From the July 2001 issue of MSDN Magazine.

MSDN Magazine

IA-64 Registers, Part 2
Matt Pietrek
T

his month I'll complete the overview of IA-64 (Itanium) parameter passing, stack frames, and return values that I began last month. In the previous column, I reviewed stack frames and how parameters are passed on the x86 CPU. I then examined the essential IA-64 registers that you'll need to know.
      If you're not familiar with the basic set of IA-64 registers (including the dynamic nature of the general-purpose registers), I suggest you read my previous column (see Under the Hood). To quickly review, the IA-64 defines 128 general-purpose integer registers, each 64 bits wide, and named r0 through r127. The last 96 of the registers are dynamic, meaning that the physical CPU register assigned to a dynamic register name changes when you create a new procedure frame. In any given frame r32 is where the action begins. There are also 128 floating-point registers (named f0-f127), and eight branch registers (b0-b7).

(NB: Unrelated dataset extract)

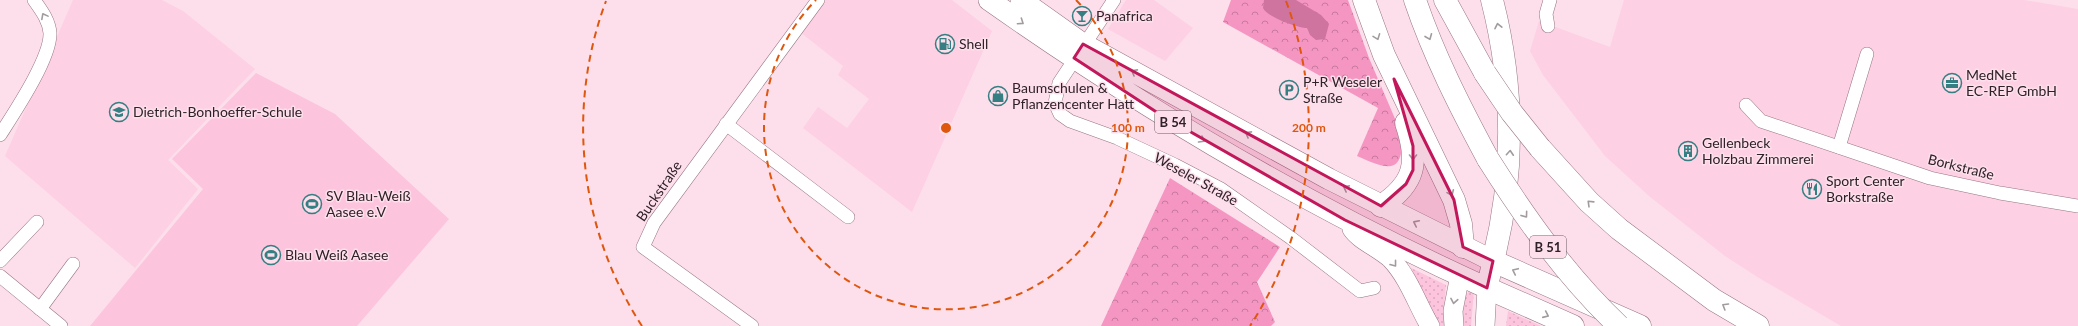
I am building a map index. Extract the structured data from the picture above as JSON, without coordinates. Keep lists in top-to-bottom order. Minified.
{"streets":{"highway":["B 51"],"main road":["B 54"],"street":["Borkstraße","Weseler Straße","Buckstraße"]},"crossings":[["B 54","Weseler Straße"],["B 54","B 51"]],"places":{"bar":["Panafrica"],"fuel station":["Shell"],"office":["MedNet EC-REP GmbH"],"parking":["P+R Weseler Straße"],"shop":["Baumschulen & Pflanzencenter Hatt"],"school or university":["Dietrich-Bonhoeffer-Schule"],"building":["Gellenbeck Holzbau Zimmerei"],"restaurant":["Sport Center Borkstraße"],"sports":["SV Blau-Weiß Aasee e.V","Blau Weiß Aasee"]},"rings":["100 m","200 m"]}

Procedure Frames on the IA-64

      When working with the 96 dynamic general-purpose registers, the IA-64 uses a special register, the Current Frame Marker (CFM), to separate the 96 dynamic registers into several logical regions. These regions are the input, local, and output register regions, as shown in Figure 1. To be completely accurate, the processor considers the input and local regions to be the same thing. However, for the purpose of understanding IA-64 frames, it helps to think of the input and local regions as distinct, so I'll do that in the following discussion. Also, if you're brave enough to write IA-64 assembly code, you'll find that the assembler lets you specify both an input and local size.

Figure 1 Register Regions
Figure 1 Register Regions

      As you'll see in more detail later, a function's parameters reside in the input registers. The local region is where items like local variables and compiler temporary variables reside. The output region registers are where parameter values go in preparation for calling another function.
      The compiler decides how many input, local, and output registers are needed for a particular function. In the function's prolog, the compiler emits an alloc instruction that specifies how big the input, local, and output regions are for the method. For the output region size, the compiler uses the maximum number of parameters passed to any of the subfunctions called by the current function. The actual maximum output region will be eight registers or less, and you'll see why soon.
      Consider a function that takes four parameters, needs five local variables, and calls a subfunction that takes six parameters. The procedure frame would probably look like this: r32-r35 are the input registers, r36-r40 are the local variable registers, and r41-r46 are the output registers.
      The magic of IA-64 procedure frames occurs when changing from one frame to another frame. The IA-64 br.call instruction is the equivalent of the x86 CALL instruction. After executing the br.call, the 96 dynamic registers are renamed, and the CFM register is updated. The net effect is that the called function starts with no input or local registers, and the same output registers that the calling function set up. However, thanks to register renaming, the output registers have different names than in the calling function. Using the previous example, the r41-r46 output registers before the br.call instruction become r32-r37 after the call. Figure 2 illustrates this example.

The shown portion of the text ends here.